═════ Data records ═════

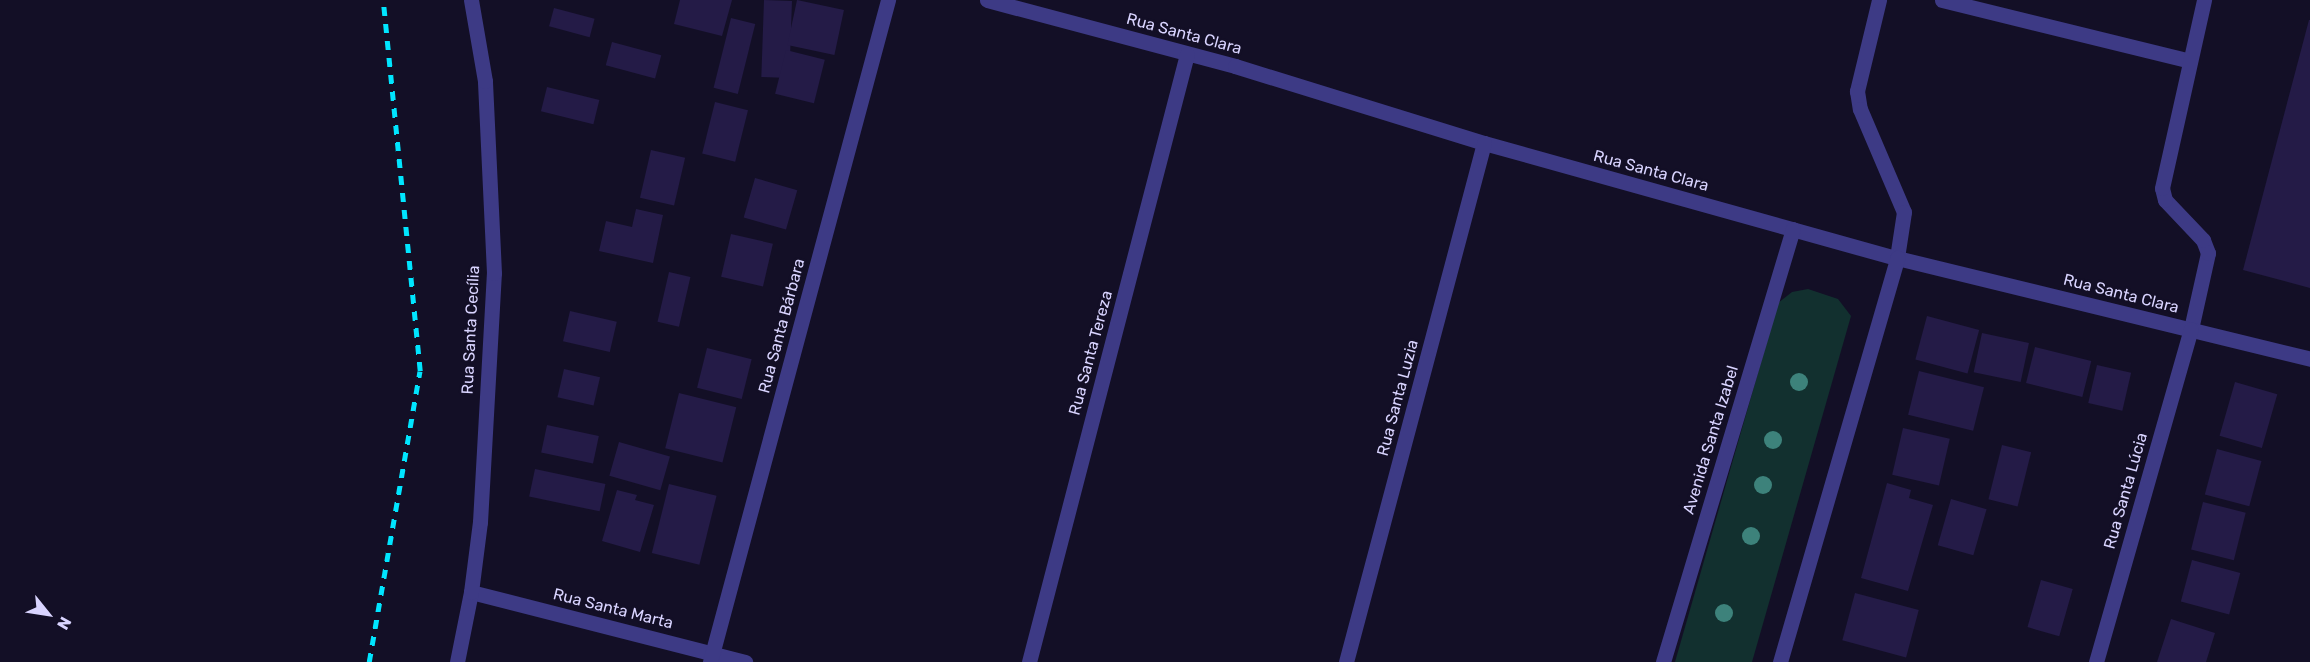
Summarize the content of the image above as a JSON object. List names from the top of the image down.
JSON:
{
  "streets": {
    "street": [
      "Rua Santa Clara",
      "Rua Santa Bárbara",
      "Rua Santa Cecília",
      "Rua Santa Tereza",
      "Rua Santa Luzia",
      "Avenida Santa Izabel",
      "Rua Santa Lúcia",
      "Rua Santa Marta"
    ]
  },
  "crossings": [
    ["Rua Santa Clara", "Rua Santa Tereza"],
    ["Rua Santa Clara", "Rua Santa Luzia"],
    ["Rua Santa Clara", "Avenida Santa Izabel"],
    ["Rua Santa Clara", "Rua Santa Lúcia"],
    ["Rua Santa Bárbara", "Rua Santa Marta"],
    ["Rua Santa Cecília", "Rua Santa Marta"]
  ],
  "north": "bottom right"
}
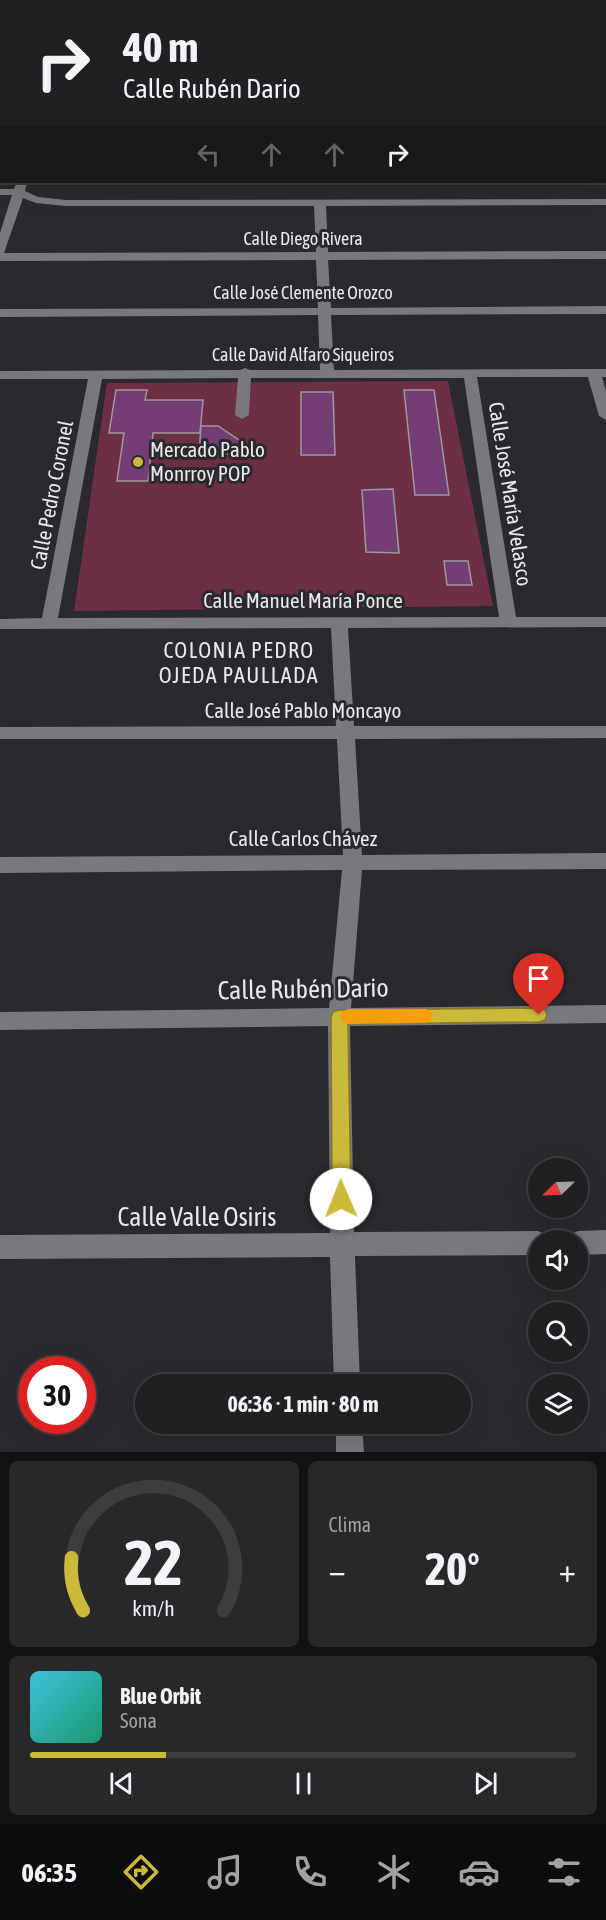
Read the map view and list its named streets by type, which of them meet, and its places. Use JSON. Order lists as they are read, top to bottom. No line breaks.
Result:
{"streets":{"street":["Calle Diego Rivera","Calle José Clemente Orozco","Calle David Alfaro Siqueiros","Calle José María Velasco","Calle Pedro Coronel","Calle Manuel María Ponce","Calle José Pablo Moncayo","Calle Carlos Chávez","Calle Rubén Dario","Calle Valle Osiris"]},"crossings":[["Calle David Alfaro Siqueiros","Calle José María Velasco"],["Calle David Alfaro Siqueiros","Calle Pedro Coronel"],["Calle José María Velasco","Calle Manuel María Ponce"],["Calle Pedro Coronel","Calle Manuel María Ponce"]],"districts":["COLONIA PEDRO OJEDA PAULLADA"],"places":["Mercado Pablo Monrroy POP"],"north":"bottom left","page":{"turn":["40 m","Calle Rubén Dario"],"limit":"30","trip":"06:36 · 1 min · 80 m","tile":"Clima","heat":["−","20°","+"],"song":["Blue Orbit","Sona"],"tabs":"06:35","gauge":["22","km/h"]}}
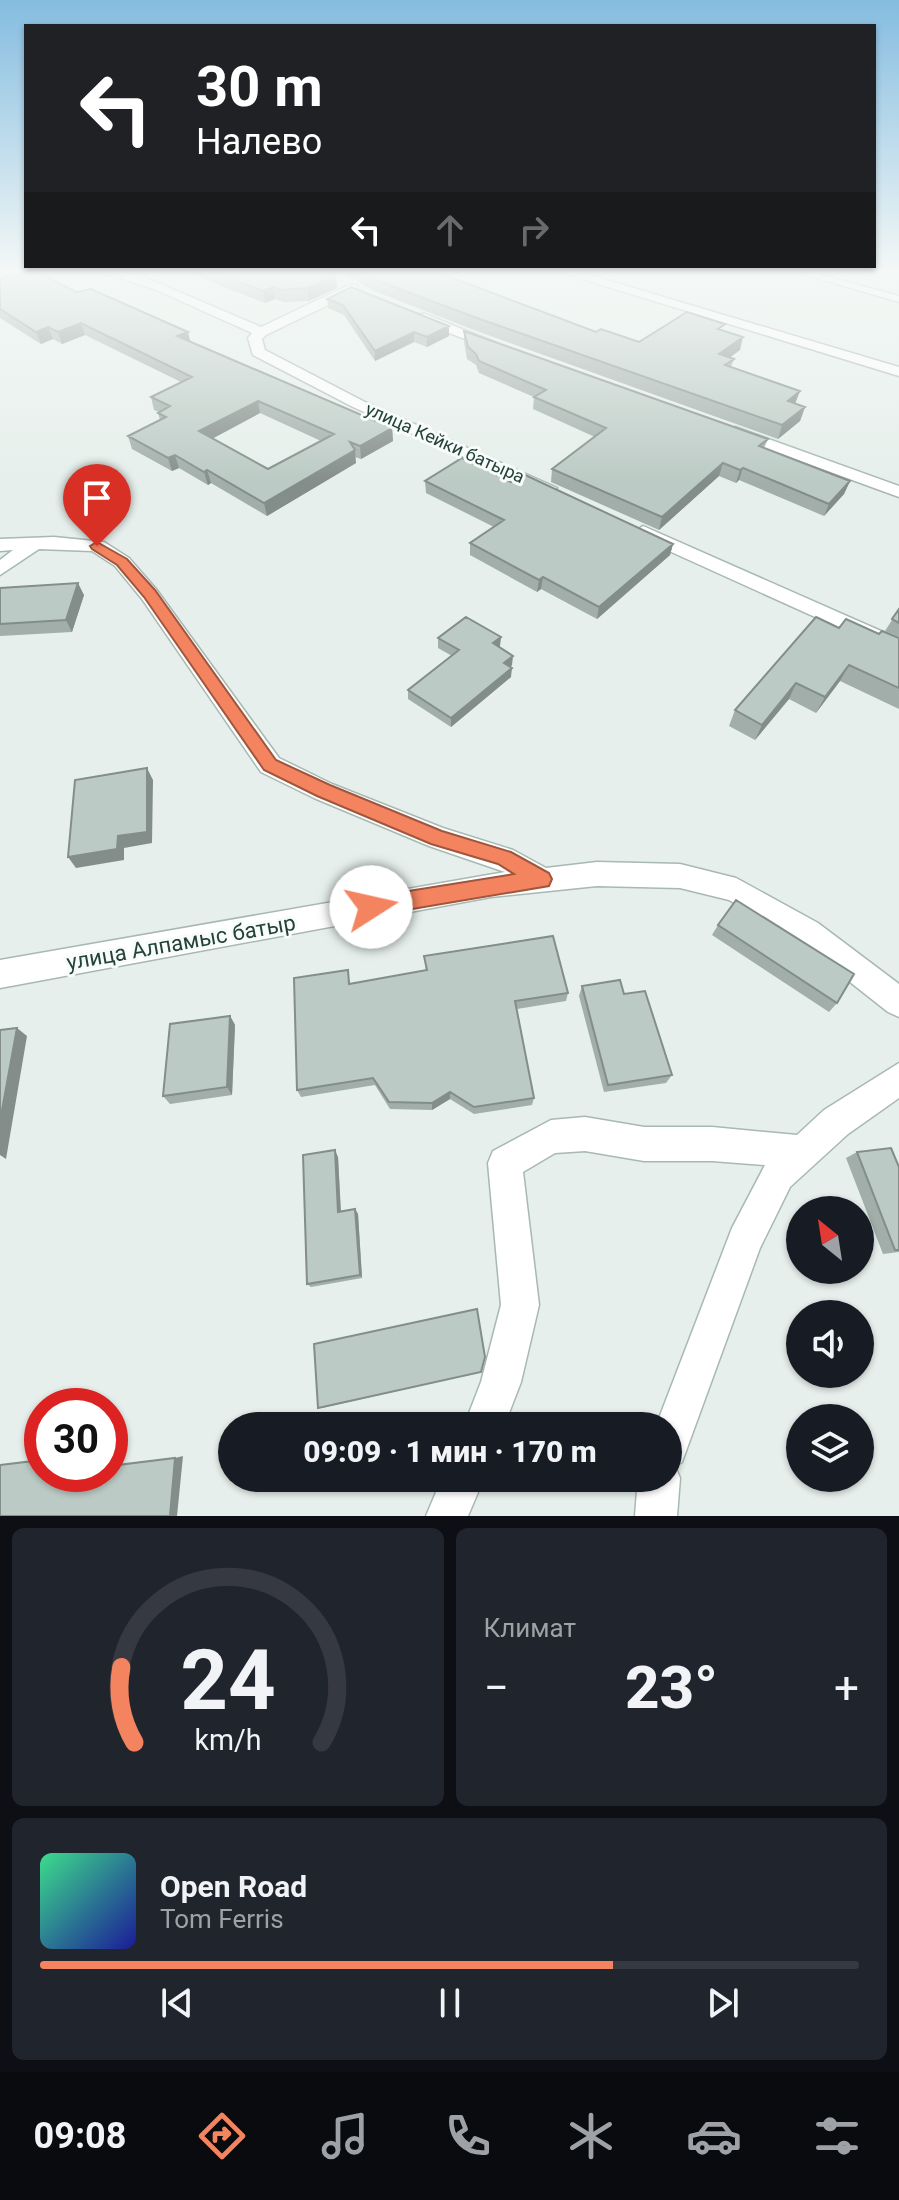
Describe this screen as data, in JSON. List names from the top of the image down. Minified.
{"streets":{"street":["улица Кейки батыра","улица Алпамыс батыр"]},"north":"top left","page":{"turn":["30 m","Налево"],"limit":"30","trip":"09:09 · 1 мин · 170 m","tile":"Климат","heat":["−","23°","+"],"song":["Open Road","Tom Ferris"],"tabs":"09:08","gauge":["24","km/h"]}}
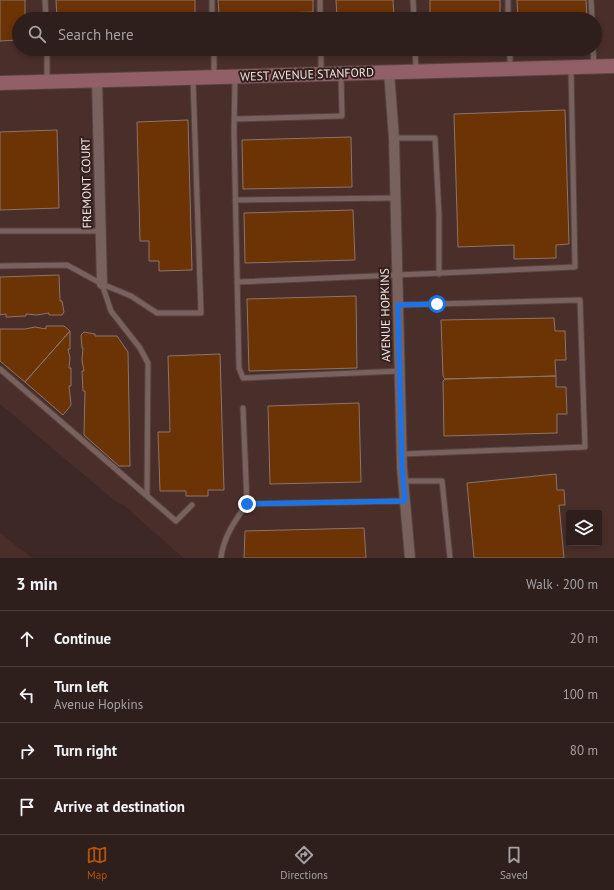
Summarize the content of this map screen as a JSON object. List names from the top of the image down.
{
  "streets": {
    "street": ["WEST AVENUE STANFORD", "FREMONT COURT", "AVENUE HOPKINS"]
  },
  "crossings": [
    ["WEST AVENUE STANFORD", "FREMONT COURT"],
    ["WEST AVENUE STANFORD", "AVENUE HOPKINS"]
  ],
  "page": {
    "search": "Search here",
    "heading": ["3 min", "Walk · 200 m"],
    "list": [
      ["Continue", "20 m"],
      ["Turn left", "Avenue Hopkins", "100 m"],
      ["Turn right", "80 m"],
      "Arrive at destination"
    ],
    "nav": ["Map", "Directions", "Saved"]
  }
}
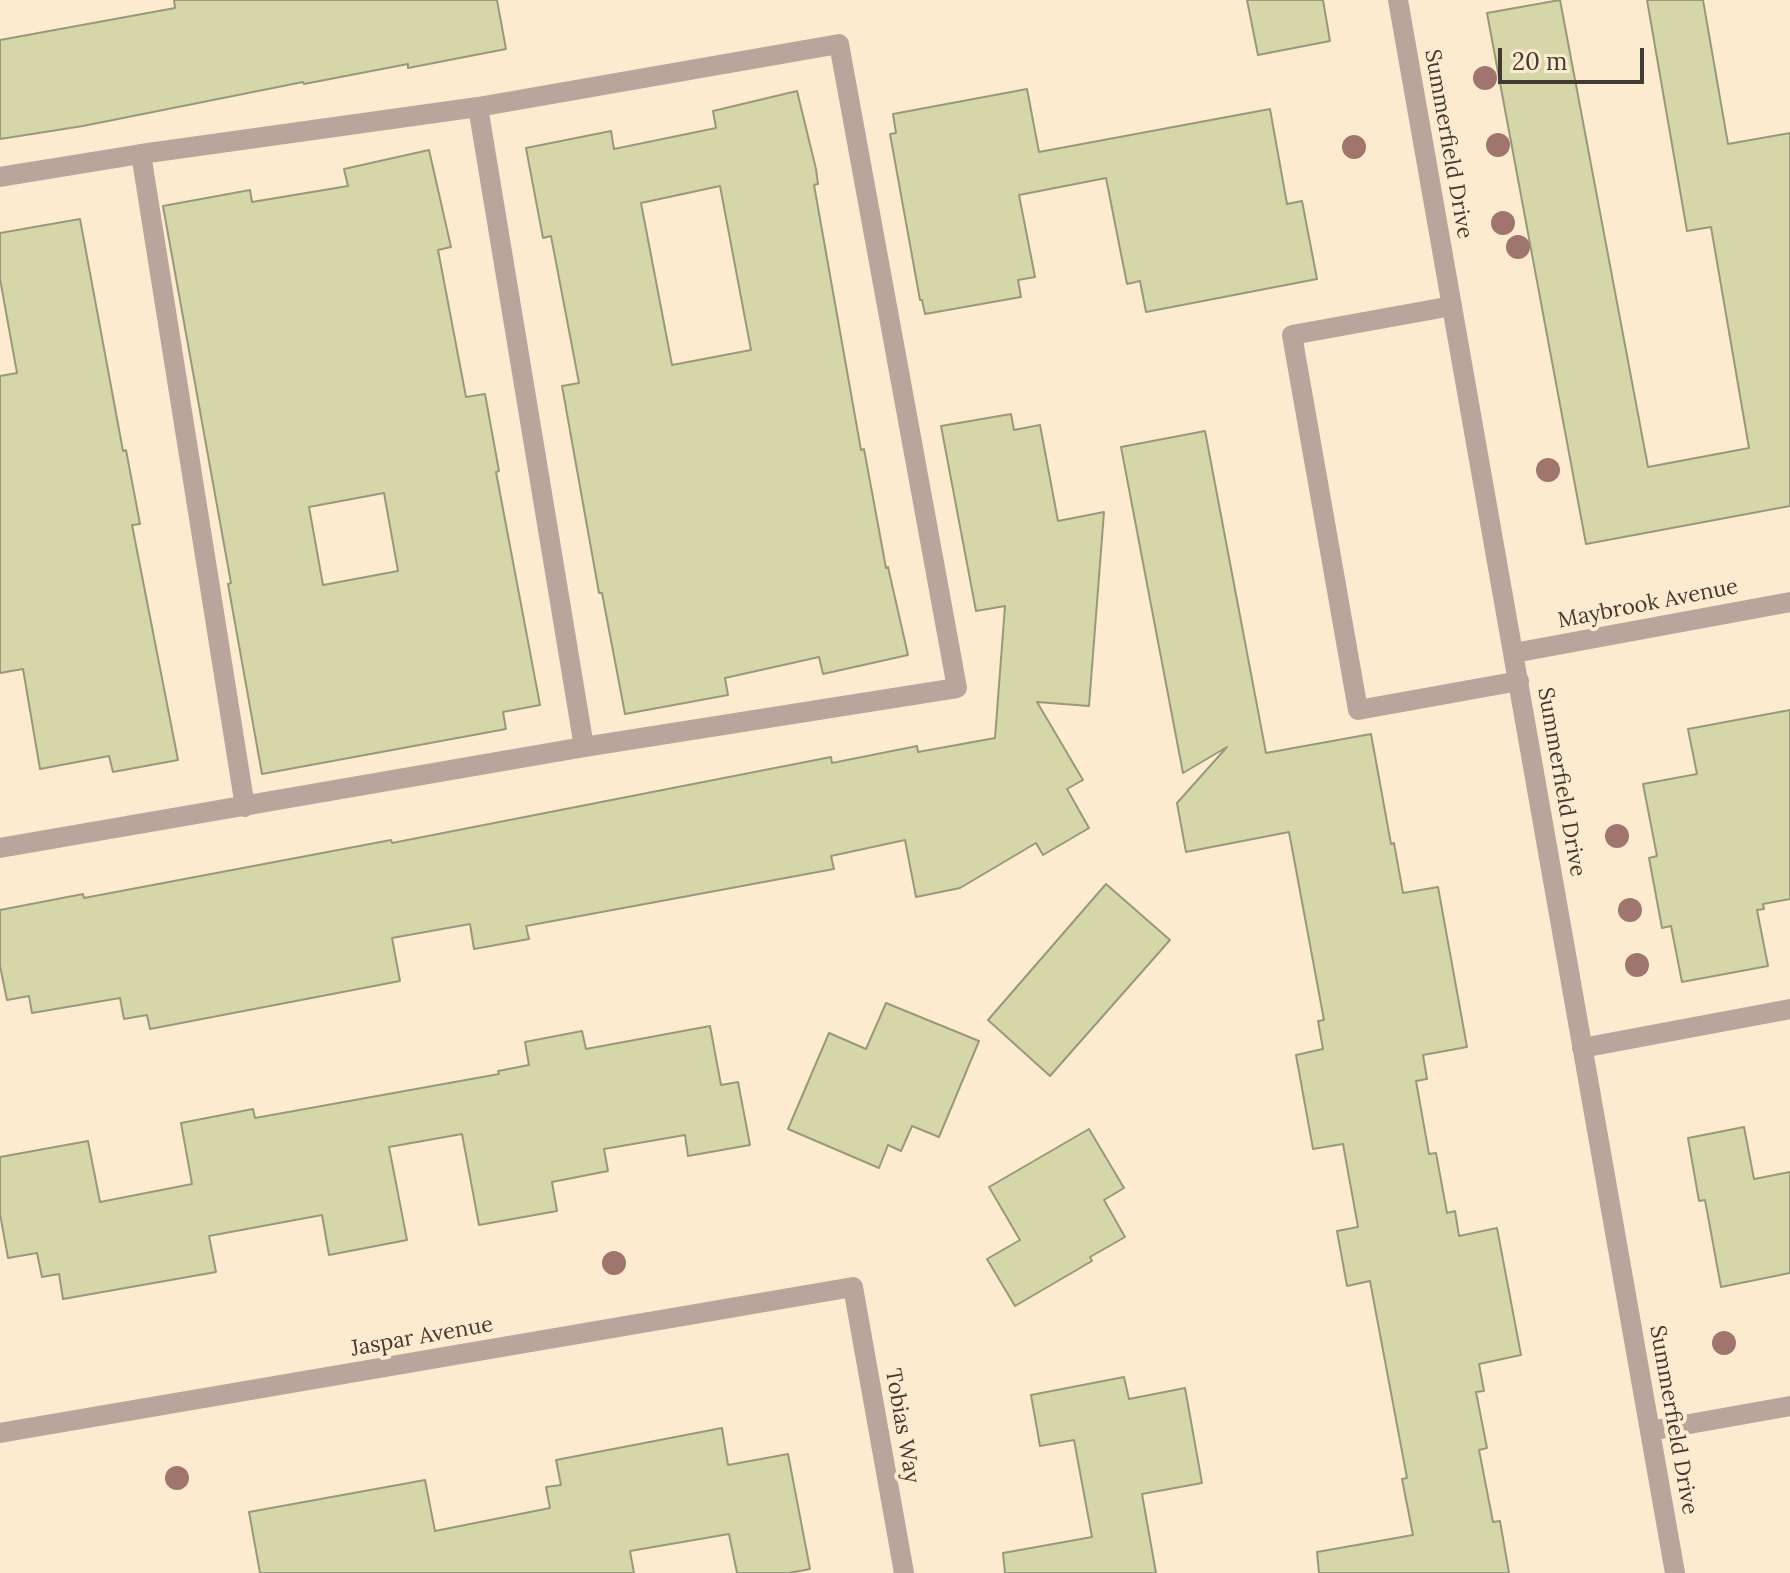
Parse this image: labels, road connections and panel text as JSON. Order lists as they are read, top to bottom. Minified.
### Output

═════

Copy out the lines above with "Order" in them.

Read the map view and list its named streets by type, which of them meet, and its places. Use JSON. Order lists as they are read, top to bottom. No line breaks.
Parse this image: labels, road connections and panel text as JSON. Order lists as they are read, top to bottom. Minified.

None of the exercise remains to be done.